Avoid Making Sleeping Problems Worse
Just like anything in life, having unrealistic expectations about sleep and insomnia can make dealing with sleep problems even more difficult. Whenever you place an expectation on anything, it might cause you to experience rigid "all or nothing" thinking that things have to be a certain way or you are not normal. In sleep situations, unrealistic expectations can contribute to increased depression and anxiety, which makes sleeping even harder. In sleeping situations, as in life, a number of variables can make a difference.
Unrealistic Expectations about Sleep and Insomnia
A few things might cause you to experience unrealistic expectations concerning sleep. These things are like the annoyances that cause you to think you're doing it wrong, when in many cases, your body knows what is right and you just have to solve the puzzle of what it needs.
Amount of Sleep
Not everyone needs eight hours of sleep. Many people can get by and even thrive on much less. There is a fine line between not enough sleep and just enough, but you'll know if you're getting the proper amount by how you feel when you're awake. Do you constantly feel sleepy? Can you concentrate and function? Are you more tired some parts of the day than during others? Are you dealing with a major sleep disorder or something minor?

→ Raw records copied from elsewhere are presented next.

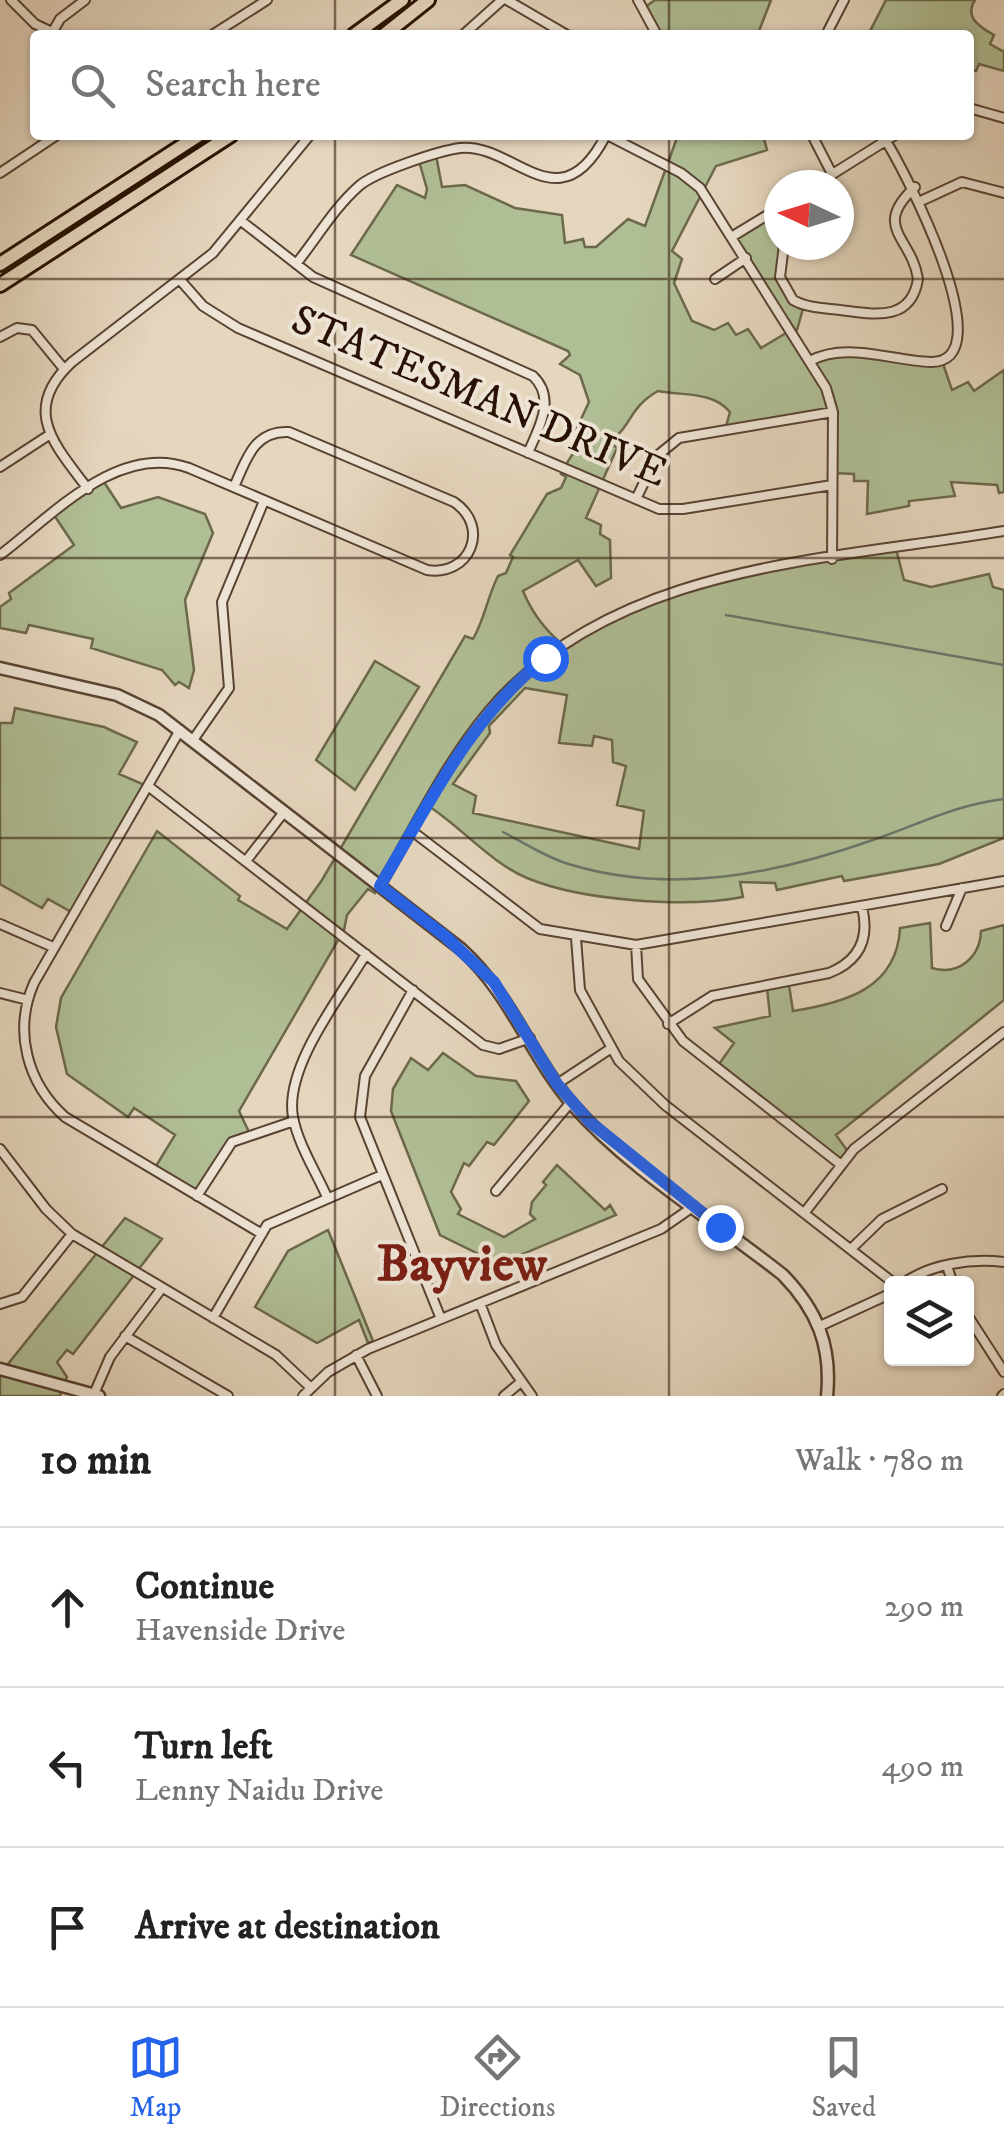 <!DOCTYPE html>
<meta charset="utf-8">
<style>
:root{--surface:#fff;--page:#f6f6f6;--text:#222;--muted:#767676;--line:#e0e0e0;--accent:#2563eb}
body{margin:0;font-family:"IM FELL DW Pica",serif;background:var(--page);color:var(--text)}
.controls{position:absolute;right:30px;bottom:30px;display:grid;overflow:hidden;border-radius:10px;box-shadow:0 2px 8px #0004}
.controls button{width:90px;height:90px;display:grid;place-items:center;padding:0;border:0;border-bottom:2px solid var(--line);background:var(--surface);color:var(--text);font:50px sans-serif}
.compass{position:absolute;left:764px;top:170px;width:90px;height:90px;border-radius:50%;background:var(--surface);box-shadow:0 2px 8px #0004;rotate:274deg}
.stop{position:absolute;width:30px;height:30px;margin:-22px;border:8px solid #2563eb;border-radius:50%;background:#fff}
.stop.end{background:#2563eb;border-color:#fff;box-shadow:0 2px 10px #0008}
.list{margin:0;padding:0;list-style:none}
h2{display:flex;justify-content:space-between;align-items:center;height:130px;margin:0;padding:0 40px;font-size:42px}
h2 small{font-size:32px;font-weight:400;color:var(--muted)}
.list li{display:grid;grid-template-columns:65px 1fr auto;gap:30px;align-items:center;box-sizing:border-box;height:160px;padding:0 40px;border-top:2px solid var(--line)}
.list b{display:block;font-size:38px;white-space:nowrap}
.list p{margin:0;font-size:32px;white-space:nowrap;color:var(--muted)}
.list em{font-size:32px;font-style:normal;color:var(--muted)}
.icon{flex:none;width:55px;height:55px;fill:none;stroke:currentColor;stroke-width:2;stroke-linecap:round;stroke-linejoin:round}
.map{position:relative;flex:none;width:1004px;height:1396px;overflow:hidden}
.search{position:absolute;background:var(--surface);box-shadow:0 2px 8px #0004;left:30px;right:30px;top:30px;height:110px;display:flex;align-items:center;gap:25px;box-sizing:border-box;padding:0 35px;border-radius:10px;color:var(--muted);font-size:38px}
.sheet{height:610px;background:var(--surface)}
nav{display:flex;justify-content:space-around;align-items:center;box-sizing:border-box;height:140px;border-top:2px solid var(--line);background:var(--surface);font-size:28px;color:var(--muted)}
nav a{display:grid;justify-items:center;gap:5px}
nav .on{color:var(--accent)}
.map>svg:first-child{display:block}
.green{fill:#b0be95;stroke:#6c684c;stroke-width:2.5;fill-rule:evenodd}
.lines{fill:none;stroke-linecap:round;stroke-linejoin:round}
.stream{stroke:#6a766b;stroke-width:2.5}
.minor-casing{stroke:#584332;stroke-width:12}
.tertiary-casing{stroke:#584332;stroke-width:15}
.trunk-casing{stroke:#291203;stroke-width:18}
.minor{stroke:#eee4d5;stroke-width:8}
.tertiary{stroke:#eee4d5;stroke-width:10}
.trunk{stroke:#e5d6be;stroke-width:12}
.route{stroke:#2563eb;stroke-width:12}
.grid{fill:none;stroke:#291203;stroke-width:2.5;stroke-opacity:0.55}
.labels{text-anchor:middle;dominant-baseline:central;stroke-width:8;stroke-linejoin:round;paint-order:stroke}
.street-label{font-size:42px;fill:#291203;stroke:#eee4d5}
.district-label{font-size:52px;font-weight:bold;fill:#7a1f14;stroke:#eee4d5}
</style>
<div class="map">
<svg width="1004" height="1396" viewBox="0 0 1004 1396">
<rect width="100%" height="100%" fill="#e5d6be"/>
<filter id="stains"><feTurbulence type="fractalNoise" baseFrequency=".002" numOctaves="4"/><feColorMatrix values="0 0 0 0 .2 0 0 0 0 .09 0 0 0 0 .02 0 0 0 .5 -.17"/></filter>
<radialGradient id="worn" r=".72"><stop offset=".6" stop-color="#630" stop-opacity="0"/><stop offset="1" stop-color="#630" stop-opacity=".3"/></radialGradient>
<!-- green -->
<path class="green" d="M655,0h116l-12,31 8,4h-110l-13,-27z
M886,0h89c-10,16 1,25 19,35l-4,9 14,8v19l-25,-7 -3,7 -7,-2v-34h-101z
M678,135h85l4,15 -51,16 -44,85 10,8 -8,24 18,38 22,9 14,-7 8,12 12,-6 13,19 30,-18 -58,-95 46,-28 7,85 18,13 -7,25h-4l16,30 17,-7 116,8 10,29 16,-8 6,9 30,-21v122l-5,1 -2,-8 -46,-3 4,14 -46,5v5l-42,8 1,-33h-14v-7l-21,-1v-61l-108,18 5,-18c-17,-21 -47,-16 -72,-21 -29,16 -27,37 -49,51l8,6 -31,70 15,7 -1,9 10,6 1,38 -15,8 -18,-26 -55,31c9,22 21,38 39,53 114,-67 208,-74 334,-95l8,31 27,7 58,-13 4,13 11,3v248l-65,26 -95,17 -2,-5 -65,14 -2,-7 -35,-1 3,15c-57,11 -161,4 -216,-19 -36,-15 -67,-52 -100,-73l-52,88 -7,-4 -21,26 -3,15 -105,181 10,21 -17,10 -35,54 -44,-25 22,-36 -41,-27 -6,9 -61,-43 -11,-47 5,-29 96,-167 83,65 -2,4 49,29 35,-49 143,-244 8,3c12,-21 14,-41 25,-63l8,-3 7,-16 -3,-2 37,-61 14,-6 5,-11 -5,-3c6,-14 16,-23 21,-38l-7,-4 14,-30 -9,-27 -20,-11 10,-9 -2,-4 -217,-96 46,-70 28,13 2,-9 -8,-28 17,-6 6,32 23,-2 50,23 47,7 3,28 18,-4 2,8h11l32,-28 17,7zM525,688l42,7 -8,48 33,3 2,-10 18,4 1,22 13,4 -9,39 27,6 -5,38 -166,-36 3,-17 -23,-12 37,-51 -1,-7z
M102,479l19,29 37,-11 47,17 8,19 -28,67 9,70 -5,18 -10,-6 -4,3 -13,-15 -71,-22 2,-9 -64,-14 -3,8 -26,-5v-21l11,-8 -2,-6 65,-48 -20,-30z
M375,661l44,26 -64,103 -39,-30z
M15,708l89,19 33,15 -18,32 28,12 -74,127 -25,-14 -6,9 -42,-24v-161h12z
M930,923l2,45c27,8 48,-11 49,-37l23,-6v75l-168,135 13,18 -9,11 -123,-97 17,-24 -19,-15 55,-12 -3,-28 22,-3 4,26c51,-8 104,-22 107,-83z
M443,1053l33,23 40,5 13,20 -35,44 -7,-3 -18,24 -5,-3 -13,29 10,17 -3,5 46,23 31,-18 -5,-5 2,-12 14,-17 -3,-3 14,-17 48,45 5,-5 6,10 -117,49 -59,-29 -49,-124 2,-22 18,-31 17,12z
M125,1218l37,21 -89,115 -6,-4 -10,12 10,15 -7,19h-60v-22z
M328,1230l45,111 -5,2 -9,-23 -42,23 -62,-36 33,-56z"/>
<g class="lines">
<!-- stream -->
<path class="stream" d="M726,615l278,50
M503,832c22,11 46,27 69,33 101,30 204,9 301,-25 45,-15 81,-35 131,-41"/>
<!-- minor casing -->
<g class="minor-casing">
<path id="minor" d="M11,0l24,24 17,8
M507,0l60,35
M638,0l19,35
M51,35l9,-16 25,-19
M212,35l55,-35
M463,35l39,-35
M826,35l18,-35
M969,108l35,10
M607,135l74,38 19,15 126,200 7,24 -1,147
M812,135l20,39
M0,173l57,-38
M815,185l80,-50
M923,200l39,-18 42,11
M240,220l73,57 220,99c24,23 5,53 -5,77
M733,236l46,-28
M784,245l-4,32 13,23c14,8 31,8 47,10 33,4 71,13 78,-31 -6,-42 -47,-51 -3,-92
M296,264c20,-25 39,-57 63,-78 16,-14 79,-35 101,-38 54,-6 99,79 146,-13
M715,279l31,-21
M181,281l22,25 35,22 421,181h24l149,-24
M0,337l17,-9 15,2 32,39
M810,361c36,-20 82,0 121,1 73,1 -24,-187 -45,-221
M0,467l49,-32
M88,489c-33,-44 -68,-79 -16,-127l141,-109 97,-118
M636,499l21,-43 22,-18 154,-26
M0,555c52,-39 118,-113 189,-87l238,102c43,7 64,-43 27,-68l-165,-70c-35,-2 -43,28 -55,55
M180,730l-146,253c-21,48 -7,100 31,134l197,117
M193,740l36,-52 -7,-86 42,-101
M148,786l335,259 16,4 31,-11
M412,831l128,98 96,16 368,-64
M246,861l38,-49
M380,886c35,-58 64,-121 108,-174 125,-149 338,-151 516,-181
M0,924l53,23
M946,926l16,-38
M576,938l4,52 39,71 46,44 230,179
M636,945l2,34 45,62 157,123
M413,990l-48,86 -5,41 81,202
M0,993l28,7
M668,1024l44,-28 117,-23c30,-12 41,-34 33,-66
M557,1084l53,-35
M0,1149l46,60 26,25 204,121 34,32
M496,1191l75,-89
M197,1196l35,-54 62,-21
M327,1197c-11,-25 -29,-53 -34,-80 -9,-50 48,-121 73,-163
M805,1212l49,-63 150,-117
M852,1248l30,-29 60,-30
M947,1266l6,18
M902,1284c28,-20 69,-26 102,-22
M480,1303l16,42 36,51
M0,1304l22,-7 50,-63
M966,1313l38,59
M213,1318l54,-93 115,-50
M820,1326l72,-33
M125,1336l103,60
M356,1355l21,41
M94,1394l16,-37 52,-69
M303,1396l25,-24 40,-23 293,-120 33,-23
M504,1396l17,-14
M1002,1396l2,-2"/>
</g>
<!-- tertiary casing -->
<g class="tertiary-casing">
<path id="tertiary" d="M0,668l117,27 42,20 302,234c50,45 69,106 112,156 58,66 141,115 210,170 34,35 49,71 44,121
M0,1369l99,27"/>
</g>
<!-- trunk casing -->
<g class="trunk-casing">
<path id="trunk" d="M354,35l48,-35
M384,35l44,-35
M0,264l199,-129
M0,285l231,-150"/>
</g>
<!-- minor -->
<use href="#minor" class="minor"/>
<!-- tertiary -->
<use href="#tertiary" class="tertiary"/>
<!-- trunk -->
<use href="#trunk" class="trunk"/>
</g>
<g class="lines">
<!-- route -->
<path class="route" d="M545,658c-76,61 -116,146 -165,228l66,51 48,45 63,102 33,38 130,105"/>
</g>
<!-- grid -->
<path class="grid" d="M335,0v35M669,0v35M335,135v1261M669,135v1261M0,279h1004M0,558h1004M0,838h1004M0,1117h1004"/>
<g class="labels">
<!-- street labels -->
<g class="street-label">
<text transform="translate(479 397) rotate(23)">STATESMAN DRIVE</text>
</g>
<!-- district labels -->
<g class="district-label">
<text x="462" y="1265">Bayview</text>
</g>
</g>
<rect width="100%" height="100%" filter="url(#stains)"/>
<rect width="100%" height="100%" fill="url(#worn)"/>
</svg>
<div class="controls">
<button><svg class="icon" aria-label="layers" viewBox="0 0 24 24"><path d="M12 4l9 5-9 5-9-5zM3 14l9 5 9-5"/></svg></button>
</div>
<svg class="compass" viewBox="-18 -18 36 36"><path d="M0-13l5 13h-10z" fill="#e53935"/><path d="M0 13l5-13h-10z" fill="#767676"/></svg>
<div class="stop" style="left:545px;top:658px"></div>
<div class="stop end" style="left:720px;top:1227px"></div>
<div class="search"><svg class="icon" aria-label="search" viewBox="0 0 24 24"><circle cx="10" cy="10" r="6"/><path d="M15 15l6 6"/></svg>Search here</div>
</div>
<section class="sheet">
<h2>10 min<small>Walk · 780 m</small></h2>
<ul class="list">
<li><svg class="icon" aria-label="ahead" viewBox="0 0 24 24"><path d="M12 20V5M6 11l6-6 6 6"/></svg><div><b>Continue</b><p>Havenside Drive</p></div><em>290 m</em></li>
<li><svg class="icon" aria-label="left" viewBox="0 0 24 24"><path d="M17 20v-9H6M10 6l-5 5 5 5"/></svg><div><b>Turn left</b><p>Lenny Naidu Drive</p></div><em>490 m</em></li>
<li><svg class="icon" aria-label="arrive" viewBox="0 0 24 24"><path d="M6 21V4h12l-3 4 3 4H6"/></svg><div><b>Arrive at destination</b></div></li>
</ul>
</section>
<nav>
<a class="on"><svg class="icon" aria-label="map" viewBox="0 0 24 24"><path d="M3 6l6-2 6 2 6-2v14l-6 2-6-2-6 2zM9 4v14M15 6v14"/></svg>Map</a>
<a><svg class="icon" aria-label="directions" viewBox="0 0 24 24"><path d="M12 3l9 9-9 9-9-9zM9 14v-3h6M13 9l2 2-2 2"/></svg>Directions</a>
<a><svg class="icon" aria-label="saved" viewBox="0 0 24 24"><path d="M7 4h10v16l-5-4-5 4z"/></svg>Saved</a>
</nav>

If five to seven hours are all you can ever get, consider that you might have your magic number. Everyone deals with sleepiness during the day from time to time, but if your body just won't go past a certain number of hours, you might need to adjust your expectations about what is a normal amount of sleep for you.
Not One Cure-All
When you're dealing with insomnia, you'll probably find that a combination of things will help you sleep better. You might need to try a few different techniques such as muscle relaxing, medications, herbs, and professional help, like a sleep clinic. You might also need a combination of all those things at some point.
Hurry Up and Relax
If your days are filled with constant activity that spills into your nights and you never get a chance to take a breath until you're tucked in bed, it's going to be harder to fall asleep. If your mind is too active and can't slow down, you might need to do more than just hitting the sack. Overtime, you body might be constantly trying to keep you awake because it thinks your mind must stay active. Remember, if you don't make time to relax, your body won't start to get the message that it's okay.
Things that can help with relaxation include:
- Keeping a regular bedtime
- Drinking tea or warm milk
- Listening to soft or soothing music
- Taking a bath or sitting in a hot tube before bed
- Incorporating relaxing habits into your routine, such as deep breathing
- Starting a meditation practice at the end of the day
- Writing down your worries in a sleep diary
- Avoiding big meals close to bedtime
Sleeping Pill Dependency
If you are expecting that taking sleeping pills for the rest of your life is the answer, this might cause more harm than good. While sleeping pills can help sometimes, they are not a cure-all and not something you want more than a quick fix. Instead of committing to take pills every night, try doing relaxation or other bedtime activities. Many medications have undesirable side effects and even over-the-counter sleeping pills can interfere with prescriptions you may be taking. It is important to talk to your doctor before taking any sleep aids, including herbal or "all natural" remedies.
Be Open
Try to identify why you're having unrealistic expectations about sleep and insomnia and see what you can change. Know that it might take some time to figure out what works for you, but be willing to help yourself by trying different techniques and being open. With perseverance, hard work, and possibly professional help, you'll be able to sleep and give your body the rest it needs without worry.